I don't understand, why it is true. For example,

struct Foo {
    float x;
};

float y;
float z = reinterpret_cast<Foo*>(&y)->x;

The last line seems to do what the bullet point describes. It accesses y (a float) through an aggregate, which includes a float (member x).

Can anyone shed some light on this?

1
The first bullet point never made much sense anyway (in either language) so I'm glad to see it gone!M.M
@M.M could you explain the "in either language" claim?Language Lawyer
@LanguageLawyer in C or C++M.M
@M.M I mean why it does not make sense in CLanguage Lawyer
@LanguageLawyer say you have struct S { int a; float b; }; and float *c = malloc(100); and int and float are the same size and no padding; then c[0] = c[1] = 0; S s = *(S *)c; is not an aliasing violation according to that text, because the float c[0] is accessed by an aggregate type that has a float as its member (never mind the fact that the offset of the member doesn't correspond to the memory being accessed)M.M

1 Answers

5
votes

The lvalue you use to access the stored value of y is not *reinterpret_cast<Foo*>(&y), of type Foo, but it is reinterpret_cast<Foo*>(&y)->x, which has the type float. Accessing a float using an lvalue of type float is fine. In C++, you can not "access the value of a union or struct" (as whole), you can only access individual members. The rationale you quoted points to a difference between C and C++:

  struct X { int a, b; };
  struct X v1 = {1, 2}, v2;
  v2 = v1;

In C, the standard says that the assignment loads the value of v1 (as whole) to assign it to v2. Here the values of the objects v1.a and v2.b (both have types int) are accessed using an lvalue of type struct X (which is not int).
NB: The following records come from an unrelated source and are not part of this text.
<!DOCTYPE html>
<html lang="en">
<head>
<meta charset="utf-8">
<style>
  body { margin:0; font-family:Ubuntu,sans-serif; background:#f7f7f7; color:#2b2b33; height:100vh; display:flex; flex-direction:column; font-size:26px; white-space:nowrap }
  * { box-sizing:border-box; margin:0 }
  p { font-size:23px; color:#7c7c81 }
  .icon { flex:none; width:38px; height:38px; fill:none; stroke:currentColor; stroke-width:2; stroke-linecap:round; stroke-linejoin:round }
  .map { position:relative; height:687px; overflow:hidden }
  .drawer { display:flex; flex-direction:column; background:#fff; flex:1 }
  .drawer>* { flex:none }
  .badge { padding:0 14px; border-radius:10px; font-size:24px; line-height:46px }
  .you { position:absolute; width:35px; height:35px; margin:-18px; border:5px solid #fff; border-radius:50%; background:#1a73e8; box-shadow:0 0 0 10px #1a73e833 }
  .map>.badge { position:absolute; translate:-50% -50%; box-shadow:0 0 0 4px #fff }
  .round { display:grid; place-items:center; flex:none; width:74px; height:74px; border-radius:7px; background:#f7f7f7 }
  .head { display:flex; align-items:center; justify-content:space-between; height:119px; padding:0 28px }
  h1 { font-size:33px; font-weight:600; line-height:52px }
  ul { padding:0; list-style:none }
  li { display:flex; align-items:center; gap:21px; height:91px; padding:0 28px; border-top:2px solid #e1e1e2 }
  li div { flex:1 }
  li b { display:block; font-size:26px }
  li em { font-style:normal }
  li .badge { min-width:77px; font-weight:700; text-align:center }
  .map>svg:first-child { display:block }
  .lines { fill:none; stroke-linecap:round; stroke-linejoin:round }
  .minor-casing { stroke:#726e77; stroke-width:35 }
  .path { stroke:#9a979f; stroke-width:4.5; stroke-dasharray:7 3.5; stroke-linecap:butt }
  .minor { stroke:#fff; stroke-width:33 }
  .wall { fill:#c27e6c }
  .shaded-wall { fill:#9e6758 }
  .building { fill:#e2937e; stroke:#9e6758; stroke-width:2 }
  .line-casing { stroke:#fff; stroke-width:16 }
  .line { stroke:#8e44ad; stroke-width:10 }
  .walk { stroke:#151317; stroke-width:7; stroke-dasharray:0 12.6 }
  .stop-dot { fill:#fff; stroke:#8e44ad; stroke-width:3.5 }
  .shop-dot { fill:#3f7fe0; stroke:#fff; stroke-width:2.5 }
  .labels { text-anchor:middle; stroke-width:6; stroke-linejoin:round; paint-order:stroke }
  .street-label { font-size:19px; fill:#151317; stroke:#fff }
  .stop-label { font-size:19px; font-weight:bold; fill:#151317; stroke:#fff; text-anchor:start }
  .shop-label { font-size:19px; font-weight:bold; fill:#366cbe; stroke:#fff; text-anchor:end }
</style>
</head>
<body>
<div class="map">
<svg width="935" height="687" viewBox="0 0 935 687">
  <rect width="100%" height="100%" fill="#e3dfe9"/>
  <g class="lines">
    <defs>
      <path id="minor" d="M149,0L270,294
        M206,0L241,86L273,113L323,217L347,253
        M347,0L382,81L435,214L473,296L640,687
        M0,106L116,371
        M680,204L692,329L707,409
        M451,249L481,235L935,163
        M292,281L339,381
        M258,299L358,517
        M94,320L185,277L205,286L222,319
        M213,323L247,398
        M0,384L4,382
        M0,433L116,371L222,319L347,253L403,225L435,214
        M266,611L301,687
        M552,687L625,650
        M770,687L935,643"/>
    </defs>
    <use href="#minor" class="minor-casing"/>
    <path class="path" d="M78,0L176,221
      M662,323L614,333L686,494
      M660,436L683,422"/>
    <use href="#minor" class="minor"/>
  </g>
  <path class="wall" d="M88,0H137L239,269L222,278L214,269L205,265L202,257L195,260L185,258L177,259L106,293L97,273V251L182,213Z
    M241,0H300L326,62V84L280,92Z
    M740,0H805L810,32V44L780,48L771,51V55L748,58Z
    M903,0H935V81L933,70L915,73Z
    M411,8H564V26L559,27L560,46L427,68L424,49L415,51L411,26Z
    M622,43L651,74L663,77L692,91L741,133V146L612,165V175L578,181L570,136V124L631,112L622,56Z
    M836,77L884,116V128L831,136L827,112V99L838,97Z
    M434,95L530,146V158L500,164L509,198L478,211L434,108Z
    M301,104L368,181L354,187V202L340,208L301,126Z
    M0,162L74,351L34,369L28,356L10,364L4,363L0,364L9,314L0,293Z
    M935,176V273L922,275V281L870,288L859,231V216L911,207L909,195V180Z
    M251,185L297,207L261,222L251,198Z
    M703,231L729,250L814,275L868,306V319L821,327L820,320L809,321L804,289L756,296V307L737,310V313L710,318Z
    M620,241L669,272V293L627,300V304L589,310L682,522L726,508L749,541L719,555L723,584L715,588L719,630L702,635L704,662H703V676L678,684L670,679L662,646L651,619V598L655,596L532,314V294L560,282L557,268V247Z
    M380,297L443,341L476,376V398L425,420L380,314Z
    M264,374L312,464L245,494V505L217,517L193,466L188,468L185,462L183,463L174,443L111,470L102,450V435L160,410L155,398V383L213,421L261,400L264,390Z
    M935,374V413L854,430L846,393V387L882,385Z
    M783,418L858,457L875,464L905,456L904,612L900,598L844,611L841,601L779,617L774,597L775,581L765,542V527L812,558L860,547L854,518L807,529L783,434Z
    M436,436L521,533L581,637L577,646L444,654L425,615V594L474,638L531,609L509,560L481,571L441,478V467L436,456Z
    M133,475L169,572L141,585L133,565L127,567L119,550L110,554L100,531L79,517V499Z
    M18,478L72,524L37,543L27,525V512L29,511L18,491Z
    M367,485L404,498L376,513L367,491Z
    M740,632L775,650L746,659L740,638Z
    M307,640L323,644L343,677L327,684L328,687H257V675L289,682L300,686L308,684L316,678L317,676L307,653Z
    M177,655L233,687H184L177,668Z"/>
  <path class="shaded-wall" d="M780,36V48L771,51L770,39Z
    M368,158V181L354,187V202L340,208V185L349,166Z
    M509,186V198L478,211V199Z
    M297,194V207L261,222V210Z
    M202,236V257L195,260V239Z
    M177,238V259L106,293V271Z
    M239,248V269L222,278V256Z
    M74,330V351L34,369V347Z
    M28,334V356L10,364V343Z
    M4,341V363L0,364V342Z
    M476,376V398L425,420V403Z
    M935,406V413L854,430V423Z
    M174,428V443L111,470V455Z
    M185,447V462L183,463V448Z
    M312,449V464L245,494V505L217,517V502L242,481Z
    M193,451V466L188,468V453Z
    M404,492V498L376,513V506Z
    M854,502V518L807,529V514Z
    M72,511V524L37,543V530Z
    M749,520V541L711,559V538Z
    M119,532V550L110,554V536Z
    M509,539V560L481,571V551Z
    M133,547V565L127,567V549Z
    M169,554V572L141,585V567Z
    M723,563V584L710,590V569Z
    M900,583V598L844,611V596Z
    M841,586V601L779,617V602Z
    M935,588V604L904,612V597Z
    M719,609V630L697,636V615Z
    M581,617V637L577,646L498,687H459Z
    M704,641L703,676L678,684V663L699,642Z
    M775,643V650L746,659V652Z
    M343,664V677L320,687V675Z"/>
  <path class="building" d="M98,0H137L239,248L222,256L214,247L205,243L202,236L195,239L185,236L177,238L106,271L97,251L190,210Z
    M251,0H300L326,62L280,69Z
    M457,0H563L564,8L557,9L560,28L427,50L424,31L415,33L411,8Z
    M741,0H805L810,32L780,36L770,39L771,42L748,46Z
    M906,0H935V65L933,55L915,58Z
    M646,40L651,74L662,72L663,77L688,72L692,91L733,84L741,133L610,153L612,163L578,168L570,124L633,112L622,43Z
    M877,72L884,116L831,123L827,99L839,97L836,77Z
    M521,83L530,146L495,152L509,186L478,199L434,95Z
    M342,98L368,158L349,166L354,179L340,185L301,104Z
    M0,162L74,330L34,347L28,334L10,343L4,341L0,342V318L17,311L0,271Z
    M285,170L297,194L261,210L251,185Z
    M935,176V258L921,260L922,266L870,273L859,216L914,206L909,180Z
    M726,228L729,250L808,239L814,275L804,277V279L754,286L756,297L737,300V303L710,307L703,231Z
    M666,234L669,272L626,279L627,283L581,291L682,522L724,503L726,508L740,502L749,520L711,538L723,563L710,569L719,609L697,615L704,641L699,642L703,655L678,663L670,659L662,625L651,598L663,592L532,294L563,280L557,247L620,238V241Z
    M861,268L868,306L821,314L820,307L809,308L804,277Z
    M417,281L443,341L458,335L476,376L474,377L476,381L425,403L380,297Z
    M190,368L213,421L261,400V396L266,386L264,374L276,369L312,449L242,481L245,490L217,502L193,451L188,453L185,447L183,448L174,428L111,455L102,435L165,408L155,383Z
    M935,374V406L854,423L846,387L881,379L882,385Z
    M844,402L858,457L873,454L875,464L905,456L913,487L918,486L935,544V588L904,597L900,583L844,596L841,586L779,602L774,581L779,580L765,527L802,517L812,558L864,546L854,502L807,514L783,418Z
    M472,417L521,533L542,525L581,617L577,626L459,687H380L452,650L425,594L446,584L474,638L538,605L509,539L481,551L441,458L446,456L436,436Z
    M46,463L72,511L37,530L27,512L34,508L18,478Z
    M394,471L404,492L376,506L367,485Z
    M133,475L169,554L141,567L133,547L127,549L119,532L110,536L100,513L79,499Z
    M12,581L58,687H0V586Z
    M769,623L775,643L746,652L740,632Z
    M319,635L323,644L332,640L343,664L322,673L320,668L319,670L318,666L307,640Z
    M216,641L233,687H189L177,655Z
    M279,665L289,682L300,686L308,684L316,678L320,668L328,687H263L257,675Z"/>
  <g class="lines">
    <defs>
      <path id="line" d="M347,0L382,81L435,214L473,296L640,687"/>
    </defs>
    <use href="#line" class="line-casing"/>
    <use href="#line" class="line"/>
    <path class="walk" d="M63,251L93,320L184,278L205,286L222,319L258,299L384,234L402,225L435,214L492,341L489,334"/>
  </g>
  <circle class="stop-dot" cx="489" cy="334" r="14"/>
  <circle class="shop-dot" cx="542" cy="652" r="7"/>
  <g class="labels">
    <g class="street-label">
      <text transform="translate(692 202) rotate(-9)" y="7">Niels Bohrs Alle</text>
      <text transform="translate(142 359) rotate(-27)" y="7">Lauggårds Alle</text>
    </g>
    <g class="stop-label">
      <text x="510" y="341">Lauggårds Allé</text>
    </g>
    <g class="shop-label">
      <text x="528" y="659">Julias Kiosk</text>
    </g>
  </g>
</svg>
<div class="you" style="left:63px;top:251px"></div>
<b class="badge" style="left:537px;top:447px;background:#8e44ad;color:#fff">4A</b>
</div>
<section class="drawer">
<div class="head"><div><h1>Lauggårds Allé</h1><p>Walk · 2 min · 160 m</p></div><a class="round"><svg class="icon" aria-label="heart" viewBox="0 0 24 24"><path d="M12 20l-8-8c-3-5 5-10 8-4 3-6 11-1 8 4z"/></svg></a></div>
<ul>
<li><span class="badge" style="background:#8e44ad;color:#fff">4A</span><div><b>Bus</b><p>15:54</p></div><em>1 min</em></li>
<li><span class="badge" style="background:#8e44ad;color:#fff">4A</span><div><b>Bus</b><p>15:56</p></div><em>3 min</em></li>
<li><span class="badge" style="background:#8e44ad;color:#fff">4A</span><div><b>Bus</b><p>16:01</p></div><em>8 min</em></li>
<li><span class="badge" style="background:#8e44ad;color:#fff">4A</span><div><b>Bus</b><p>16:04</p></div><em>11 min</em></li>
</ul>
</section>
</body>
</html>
In C++, the standard says that the assignment calls the compiler generated assignment operator which is equivalent to

struct X {
   ...
   struct X& operator=(const struct X&other)
   {
       a = other.a;
       b = other.b;
   }
};

In this case, calling the assignment operator does not access any value, because the RHS is passed by reference. And executing the assignment operator accesses the two int fields separately (which is fine, even without the aggregate rule), so this is again not accessing a value through an lvalue of type struct X.